=== Task goal ===
Print the data below exactly, but only the lines from the one containing "position:absolute; left:21px; bottom:18px;" down to the one containing "display:flex; gap:14px; margin-top:auto;", inclusive.

#### Data excerpts ####

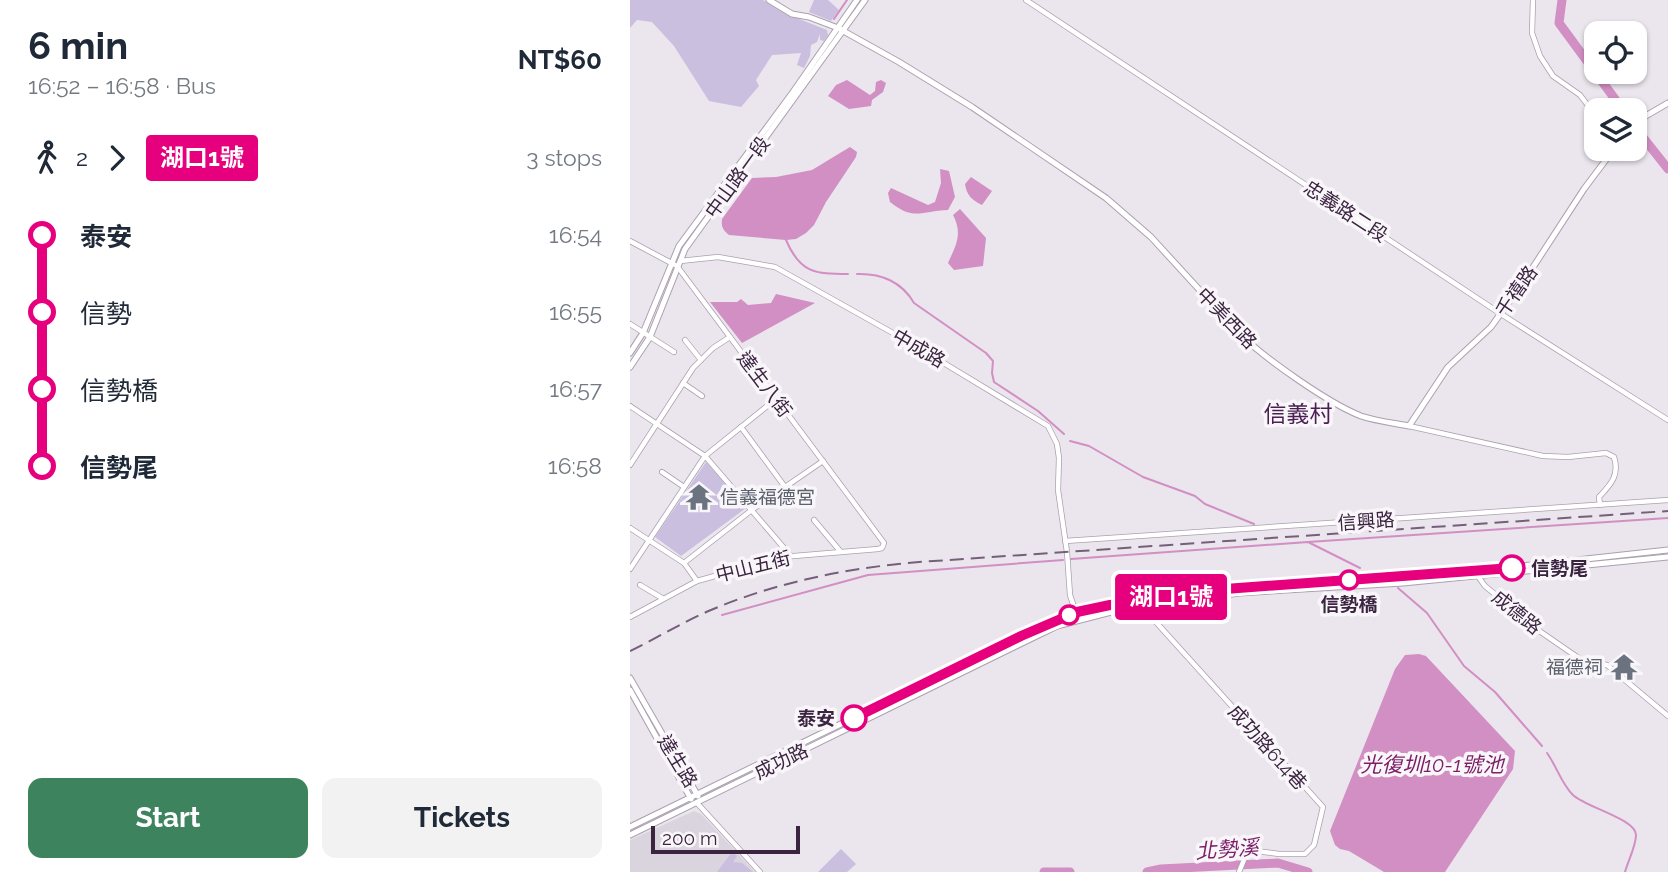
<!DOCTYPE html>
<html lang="en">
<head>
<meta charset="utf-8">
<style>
	body { margin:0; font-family:Raleway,"Noto Sans TC",sans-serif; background:#f2f2f3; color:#1f2937; height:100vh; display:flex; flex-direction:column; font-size:26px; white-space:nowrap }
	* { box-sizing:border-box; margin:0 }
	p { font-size:23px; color:#747a83 }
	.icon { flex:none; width:38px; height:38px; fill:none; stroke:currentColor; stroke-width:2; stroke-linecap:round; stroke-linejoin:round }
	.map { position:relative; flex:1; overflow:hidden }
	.panel { display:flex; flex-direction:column; background:#fff; width:630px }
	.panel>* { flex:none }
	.badge { padding:0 14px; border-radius:5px; font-size:24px; line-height:46px }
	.tools { position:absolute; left:954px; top:21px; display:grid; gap:14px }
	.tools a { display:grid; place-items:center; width:63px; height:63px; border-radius:14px; background:#fff; box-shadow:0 2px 5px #0004; font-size:35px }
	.scale { position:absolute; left:21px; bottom:18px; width:149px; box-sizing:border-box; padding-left:7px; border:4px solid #3b2440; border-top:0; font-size:19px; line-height:24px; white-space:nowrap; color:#3b2440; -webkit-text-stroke:5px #f9f6fa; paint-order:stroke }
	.map>.badge { position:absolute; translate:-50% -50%; box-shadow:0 0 0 4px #fff }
	.legs { display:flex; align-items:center; gap:10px; height:77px; padding:0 28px; font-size:23px }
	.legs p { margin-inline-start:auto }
	.headline { display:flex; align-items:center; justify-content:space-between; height:119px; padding:0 28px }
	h1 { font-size:38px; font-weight:700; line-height:52px }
	.primary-button { display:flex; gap:14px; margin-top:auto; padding:14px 28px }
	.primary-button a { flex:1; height:80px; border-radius:14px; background:#3d835e; color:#fff; font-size:28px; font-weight:700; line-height:80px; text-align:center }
	.primary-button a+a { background:#f2f2f3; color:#1f2937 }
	ul { padding:0 28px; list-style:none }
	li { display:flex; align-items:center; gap:24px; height:77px; font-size:26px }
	li i { display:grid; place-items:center; width:10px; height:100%; margin:0 9px; background:currentColor }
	li i::after { content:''; width:18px; height:18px; margin:-9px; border:5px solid; border-radius:50%; background:#fff }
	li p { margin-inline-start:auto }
	li:first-child i { background:linear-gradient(#0000 50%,currentColor 0) }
	li:last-child i { background:linear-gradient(currentColor 50%,#0000 0) }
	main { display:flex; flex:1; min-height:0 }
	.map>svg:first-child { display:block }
	.built { fill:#dad4de }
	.green { fill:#cabfdf }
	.water { fill:#d28fc3 }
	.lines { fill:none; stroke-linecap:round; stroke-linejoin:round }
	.stream { stroke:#d28fc3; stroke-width:2 }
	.river { stroke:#d28fc3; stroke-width:9 }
	.minor-casing { stroke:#aca0af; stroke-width:6 }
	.tertiary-casing { stroke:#aca0af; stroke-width:7 }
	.minor { stroke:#fff; stroke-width:4.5 }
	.tertiary { stroke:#fff; stroke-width:5 }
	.rail { stroke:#765f7b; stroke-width:2; stroke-dasharray:14 7; stroke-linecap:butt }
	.line-1-casing { stroke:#fff; stroke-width:16 }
	.line-1 { stroke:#e6007e; stroke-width:10 }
	.stop-1-dot { fill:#fff; stroke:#e6007e; stroke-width:3.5 }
	.labels { text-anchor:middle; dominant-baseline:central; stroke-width:7; stroke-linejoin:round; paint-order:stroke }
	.street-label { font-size:19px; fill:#3b2440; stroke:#f9f6fa }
	.worship-label { font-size:19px; fill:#5b616d; stroke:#f9f6fa; text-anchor:start }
	.stop-label { font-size:19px; font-weight:bold; fill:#3b2440; stroke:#f9f6fa; text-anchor:start }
	.water-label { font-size:21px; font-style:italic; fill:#7c1e66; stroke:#f9f6fa }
	.quarter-label { font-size:23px; fill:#4a2053; stroke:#f9f6fa }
</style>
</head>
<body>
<main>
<section class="panel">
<div class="headline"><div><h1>6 min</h1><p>16:52 – 16:58 · Bus</p></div><b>NT$60</b></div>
<div class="legs"><svg class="icon" aria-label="walk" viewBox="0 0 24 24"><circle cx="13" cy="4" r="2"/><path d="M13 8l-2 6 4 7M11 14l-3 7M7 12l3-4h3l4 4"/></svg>2<svg class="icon" aria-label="forward" viewBox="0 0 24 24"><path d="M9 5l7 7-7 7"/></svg><b class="badge" style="background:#e6007e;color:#fff">湖口1號</b><p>3 stops</p></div>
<ul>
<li><i style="color:#e6007e"></i><b>泰安</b><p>16:54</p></li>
<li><i style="color:#e6007e"></i><span>信勢</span><p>16:55</p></li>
<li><i style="color:#e6007e"></i><span>信勢橋</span><p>16:57</p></li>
<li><i style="color:#e6007e"></i><b>信勢尾</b><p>16:58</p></li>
</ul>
<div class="primary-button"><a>Start</a><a>Tickets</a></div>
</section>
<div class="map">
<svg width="1038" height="872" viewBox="0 0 1038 872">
	<rect width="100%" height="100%" fill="#ebe5ee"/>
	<polygon class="built" points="64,811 71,814 125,872 0,872 0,840"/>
	<g class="green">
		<polygon points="0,0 133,0 154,13 197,30 198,35 194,41 190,40 190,34 187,42 181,45 180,56 174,68 167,65 171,53 142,55 126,80 129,86 111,107 79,101 44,46 22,22 7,20 0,28"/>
		<polygon points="184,0 198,0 209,10 201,21 179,12"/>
		<polygon points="76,462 116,508 51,556 25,537"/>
		<polygon points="211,849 226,864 217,872 188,872"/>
		<polygon points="102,852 107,856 103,862 112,863 123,872 87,872"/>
	</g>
	<g class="water">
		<polygon points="217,80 240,95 245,91 246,82 251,80 256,83 253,92 242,100 241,106 219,109 198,96 206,85"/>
		<path d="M 220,147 L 227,152 L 226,157 L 196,202 L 184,225 L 176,233 L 166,239 L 156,240 L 99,235 C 93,230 91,227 92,219 L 122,178 L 146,177 L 182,170 Z"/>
		<path d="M 310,169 L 319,171 L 325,197 L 318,210 C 292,211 283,221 260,202 L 258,193 L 261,188 L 298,205 L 305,202 L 311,183 Z"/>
		<path d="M 341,177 L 362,191 L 352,205 C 342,200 337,196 335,184 Z"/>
		<path d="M 330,209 L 356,238 L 353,266 L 324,270 L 318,263 C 326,245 333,234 323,215 Z"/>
		<polygon points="146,294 185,303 112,343 80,302 107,302 111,299 118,305 141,303"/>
		<polygon points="789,654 796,656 885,751 883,769 815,872 754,872 719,851 710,849 705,845 700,831 765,669 775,655"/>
	</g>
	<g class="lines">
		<g class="stream">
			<polyline points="204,19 217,0"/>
			<path d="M 156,240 C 170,273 185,274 218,274"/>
			<path d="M 227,274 C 251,273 272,282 284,303 L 356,353 L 363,361 L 362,373 L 364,382 L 408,411 L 434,434"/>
			<polyline points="440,441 459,446 513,477 565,496 575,504 624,524"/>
			<polyline points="678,542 1038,518"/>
			<polyline points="441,559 678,542 730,568"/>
			<polyline points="768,588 797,613 834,666 865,692 912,746"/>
			<polyline points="92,615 238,575 433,560"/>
			<path d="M 917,753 C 926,765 932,785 943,795 C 955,807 1006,819 1006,835 C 1006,846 998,861 995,872"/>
		</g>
		<g class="river">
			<polyline points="932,0 929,23 993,110"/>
			<polyline points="1004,126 1038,169"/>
			<polyline points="414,872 440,872"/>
			<polyline points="517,872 531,869 648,863 678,872"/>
		</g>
		<defs>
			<g id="minor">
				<polyline points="396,0 871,314 1038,420"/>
				<polyline points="903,0 902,33 910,56 923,76 950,95 966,116"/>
				<polyline points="0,241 47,266 254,543 252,548 248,549 152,557 67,581 0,617"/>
				<polyline points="50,261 88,257 145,267 279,342 418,426 427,444 429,458 428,490 437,552 440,595 448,619"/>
				<polyline points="0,324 44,352"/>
				<polyline points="55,340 71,360"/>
				<polyline points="53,383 72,396"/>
				<polyline points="0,406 75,456 160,555"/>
				<path d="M 779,426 L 913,456 L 938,457 L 976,453 L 984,457 C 990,476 980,485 969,497 L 970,505"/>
				<polyline points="111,427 155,487"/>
				<polyline points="0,465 63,368 83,348 100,337"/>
				<polyline points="32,472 54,487"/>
				<polyline points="184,520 210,551"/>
				<polyline points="0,528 54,563 67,581"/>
				<polyline points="435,541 1038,500"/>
				<polyline points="54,563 123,509 193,461"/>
				<polyline points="0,569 75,456 146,399"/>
				<polyline points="847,575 855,586 908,630 953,661 977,665 1038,716"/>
				<polyline points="10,585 32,598"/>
				<polyline points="514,605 515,610 693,807 684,845 675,854 649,854 618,850 609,872"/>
				<polyline points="67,803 130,872"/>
			</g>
			<g id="tertiary">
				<path d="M 139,0 L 162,14 L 179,17 L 208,28 L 269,62 L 342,107 L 476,198 L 521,237 L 609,333 C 634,358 698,403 731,416 C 746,421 763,423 779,426 L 818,367 L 861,327 L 896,278 L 954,189 L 984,149"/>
				<polyline points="1004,126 1014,117 1038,103"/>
				<polyline points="0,353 13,333 49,246 163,92 227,0"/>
				<polyline points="0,367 20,337 55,249 235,0"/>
				<polyline points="0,678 68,796"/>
				<polyline points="0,690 61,799"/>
				<polyline points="0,827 391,636 447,612 480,605 595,589 847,571 1038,550"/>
				<polyline points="0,835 427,626 489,610 609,593 773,583 1038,557"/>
			</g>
		</defs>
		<use href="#minor" class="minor-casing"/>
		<use href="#tertiary" class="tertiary-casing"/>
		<use href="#minor" class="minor"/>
		<use href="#tertiary" class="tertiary"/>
		<path class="rail" d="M 0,651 C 27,638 53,622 81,610 C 147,582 218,568 289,562 L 1038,511"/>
	</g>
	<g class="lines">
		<defs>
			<polyline id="line-1" points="224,718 391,636 447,612 480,605 595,589 882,568"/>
		</defs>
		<use href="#line-1" class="line-1-casing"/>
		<use href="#line-1" class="line-1"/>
	</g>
	<defs>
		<symbol id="temple-bare" viewBox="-9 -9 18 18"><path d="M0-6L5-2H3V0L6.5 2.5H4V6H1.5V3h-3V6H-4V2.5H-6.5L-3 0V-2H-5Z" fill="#6b7280" stroke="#f9f6fa" stroke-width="2.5" paint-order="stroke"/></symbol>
	</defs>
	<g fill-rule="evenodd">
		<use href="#temple-bare" x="50" y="478" width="38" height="38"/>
		<use href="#temple-bare" x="975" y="648" width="38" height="38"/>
	</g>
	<g class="stop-1-dot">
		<circle cx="882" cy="568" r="12"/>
		<circle cx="719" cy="580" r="9"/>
		<circle cx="439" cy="615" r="9"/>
		<circle cx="224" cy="718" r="12"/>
	</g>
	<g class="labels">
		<g class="street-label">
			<text transform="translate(107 177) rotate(-54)">中山路一段</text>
			<text transform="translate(716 211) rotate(33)">忠義路二段</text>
			<text transform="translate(886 291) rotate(-55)">千禧路</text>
			<text transform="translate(597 318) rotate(46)">中美西路</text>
			<text transform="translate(289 348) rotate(30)">中成路</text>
			<text transform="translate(135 384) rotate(53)">達生八街</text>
			<text transform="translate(736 521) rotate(-4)">信興路</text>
			<text transform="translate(123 566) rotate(-14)">中山五街</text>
			<text transform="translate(887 612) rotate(39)">成德路</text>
			<text transform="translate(638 747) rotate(48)">成功路614巷</text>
			<text transform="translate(48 761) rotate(59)">達生路</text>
			<text transform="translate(151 761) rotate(-26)">成功路</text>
		</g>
		<g class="worship-label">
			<text x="90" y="497">信義福德宮</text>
			<text x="973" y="667" text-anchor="end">福德祠</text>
		</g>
		<g class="stop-label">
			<text x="901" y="568">信勢尾</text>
			<text x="719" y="604" text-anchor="middle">信勢橋</text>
			<text x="205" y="718" text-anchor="end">泰安</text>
		</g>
		<g class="water-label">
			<text x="802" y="764">光復圳10-1號池</text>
			<text transform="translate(597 849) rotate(-4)">北勢溪</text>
		</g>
		<g class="quarter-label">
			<text x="668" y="413">信義村</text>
		</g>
	</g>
</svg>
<div class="tools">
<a><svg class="icon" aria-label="locate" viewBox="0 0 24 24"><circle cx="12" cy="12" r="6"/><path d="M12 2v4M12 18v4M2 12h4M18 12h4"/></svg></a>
<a><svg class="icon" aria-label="layers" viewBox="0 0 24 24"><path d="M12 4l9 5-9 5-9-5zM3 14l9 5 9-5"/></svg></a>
</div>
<div class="scale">200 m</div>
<b class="badge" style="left:541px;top:597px;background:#e6007e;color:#fff">湖口1號</b>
</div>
</main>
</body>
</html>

####

=== Reply to the exercise ===
	.scale { position:absolute; left:21px; bottom:18px; width:149px; box-sizing:border-box; padding-left:7px; border:4px solid #3b2440; border-top:0; font-size:19px; line-height:24px; white-space:nowrap; color:#3b2440; -webkit-text-stroke:5px #f9f6fa; paint-order:stroke }
	.map>.badge { position:absolute; translate:-50% -50%; box-shadow:0 0 0 4px #fff }
	.legs { display:flex; align-items:center; gap:10px; height:77px; padding:0 28px; font-size:23px }
	.legs p { margin-inline-start:auto }
	.headline { display:flex; align-items:center; justify-content:space-between; height:119px; padding:0 28px }
	h1 { font-size:38px; font-weight:700; line-height:52px }
	.primary-button { display:flex; gap:14px; margin-top:auto; padding:14px 28px }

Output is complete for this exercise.